In the present volume under review, a common theoretical and empirical basis for the statements made is largely missing and the work would have certainly benefitted from an in-depth engagement with standard works in legal linguistics, such as the late Peter M. Tiersma’s Legal Language [20]. It is unclear as to why the authors have not included the wealth of English literature available. In light of this, the reference made to multilingualism, namely to Zedler’s Mehrsprachigkeit und Methode [23], is surprising given the long list of monolingual (German) references. Be that as it may, the reference section creates the impression that in Austria, the rule of law ought to be the rule of ‘proper’ German. Of course, such linguistic isolationism would be contrary to current policy aims to create a multilingual population on the European continent.
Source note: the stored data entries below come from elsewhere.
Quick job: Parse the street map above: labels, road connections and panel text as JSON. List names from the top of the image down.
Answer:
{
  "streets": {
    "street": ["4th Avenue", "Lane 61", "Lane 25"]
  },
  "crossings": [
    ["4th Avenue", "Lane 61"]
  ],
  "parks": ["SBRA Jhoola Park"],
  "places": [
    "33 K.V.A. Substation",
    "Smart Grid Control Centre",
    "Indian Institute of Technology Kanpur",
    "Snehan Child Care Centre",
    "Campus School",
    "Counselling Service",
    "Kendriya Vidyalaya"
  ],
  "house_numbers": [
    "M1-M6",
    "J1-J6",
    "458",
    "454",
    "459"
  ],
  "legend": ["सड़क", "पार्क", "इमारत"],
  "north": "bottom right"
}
Last but not least, the volume leaves the task unaddressed as to how to strike the right balance between gender representation and intelligibility, a question most readers will feel should have been answered given the prescriptive tone of the work. There is no criticism directed at the structural omission of non-masculine forms still commonplace in the Austrian legal community. Some of the drawings provided in the volume seem to reproduce outdated gender stereotypes and, depending on the viewpoint of the reader, a discourse of androcentrism.

The volume can be recommended for students of law and linguistics alike, but the lack legal-linguistic theory is at times difficult to ignore and will require critical commentary on the part of the lecturer. The incorporation of literature from legal linguistics and legal semiotics would have enhanced the quality of the volume.